加工肉の摂取量が多いと急性骨髄性白血病や骨髄異形成症候群のリスク上昇

「食」の機能性

 国立がん研究センターが発表したコホート研究の結果によると、加工肉の摂取量が多いグループでは急性骨髄性白血病(AML)や骨髄異形成症候群(MDS)のリスクが高い傾向にあった。

 研究グループは、1995年と98年に全国の10地域に在住していた45~74歳の男女で、がんの既往歴のない9万3,366人を2012年まで追跡。調査結果に基づいて、肉類・魚類、脂肪酸の摂取とAML、MDSの罹患リスクとの関連を調べた。

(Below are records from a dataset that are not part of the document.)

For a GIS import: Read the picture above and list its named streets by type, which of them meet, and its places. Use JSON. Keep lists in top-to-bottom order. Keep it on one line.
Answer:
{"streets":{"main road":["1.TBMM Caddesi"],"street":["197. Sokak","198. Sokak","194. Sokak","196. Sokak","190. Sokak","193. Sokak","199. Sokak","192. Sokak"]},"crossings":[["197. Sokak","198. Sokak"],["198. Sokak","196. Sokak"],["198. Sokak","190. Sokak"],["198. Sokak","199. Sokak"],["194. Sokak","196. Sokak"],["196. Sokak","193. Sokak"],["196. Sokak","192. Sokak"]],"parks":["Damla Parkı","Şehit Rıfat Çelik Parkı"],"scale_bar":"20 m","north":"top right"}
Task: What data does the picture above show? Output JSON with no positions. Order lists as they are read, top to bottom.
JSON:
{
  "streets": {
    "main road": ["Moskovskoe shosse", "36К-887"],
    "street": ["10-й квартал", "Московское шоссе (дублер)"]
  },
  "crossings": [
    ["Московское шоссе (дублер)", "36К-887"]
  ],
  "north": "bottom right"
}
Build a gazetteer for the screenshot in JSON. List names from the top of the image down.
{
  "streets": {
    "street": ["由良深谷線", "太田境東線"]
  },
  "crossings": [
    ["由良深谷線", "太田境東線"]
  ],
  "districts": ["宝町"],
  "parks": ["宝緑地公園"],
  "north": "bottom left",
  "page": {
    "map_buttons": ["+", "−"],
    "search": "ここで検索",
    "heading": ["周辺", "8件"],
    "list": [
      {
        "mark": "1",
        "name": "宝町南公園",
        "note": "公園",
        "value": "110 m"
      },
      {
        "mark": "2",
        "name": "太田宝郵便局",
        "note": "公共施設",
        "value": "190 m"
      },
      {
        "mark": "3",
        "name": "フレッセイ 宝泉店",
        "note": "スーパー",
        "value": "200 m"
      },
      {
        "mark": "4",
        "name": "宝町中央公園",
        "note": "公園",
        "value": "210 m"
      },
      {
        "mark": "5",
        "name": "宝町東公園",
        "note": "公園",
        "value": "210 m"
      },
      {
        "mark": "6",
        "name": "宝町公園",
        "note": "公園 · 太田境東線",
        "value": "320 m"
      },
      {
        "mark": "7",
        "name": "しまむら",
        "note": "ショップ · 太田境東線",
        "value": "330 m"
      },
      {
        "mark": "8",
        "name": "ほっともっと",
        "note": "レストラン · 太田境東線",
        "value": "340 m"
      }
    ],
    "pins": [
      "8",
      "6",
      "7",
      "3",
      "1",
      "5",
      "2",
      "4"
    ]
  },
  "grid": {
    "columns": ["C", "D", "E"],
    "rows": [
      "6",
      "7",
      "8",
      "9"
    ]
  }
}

 追跡期間中(平均14.4年)に67人がAML、49人がMDSに罹患した。加工肉の摂取量が多いグループでAMLまたはMDSのリスクが高くなることがわかった。そのほかの肉類、魚類、脂肪酸の摂取量とAMLまたはMDSのリスクとは関連が認められなかった。

 赤肉や加工肉とAML、MDSとの関連が見られなかったという欧米の研究と異なり、今回の研究で加工肉についてAMLまたはMDSのリスクが高かった理由として、加工肉の摂取量が日本と欧米で異なる点などを指摘している。

 魚の摂取について、欧米の研究を中心とした複数の研究をまとめたメタアナリシス研究では、魚の摂取量が多いとAMLの罹患リスクが高くなると報告されている。今回の研究では、魚の摂取量との関連は見られなかったが、その理由として、摂取量、摂取する魚、産地の環境汚染などの違いによる可能性を挙げた。

 脂肪酸摂取とAML、MDSの罹患リスクについては、先行研究でも関連が見られておらず、今回の研究でも同様の結果となった。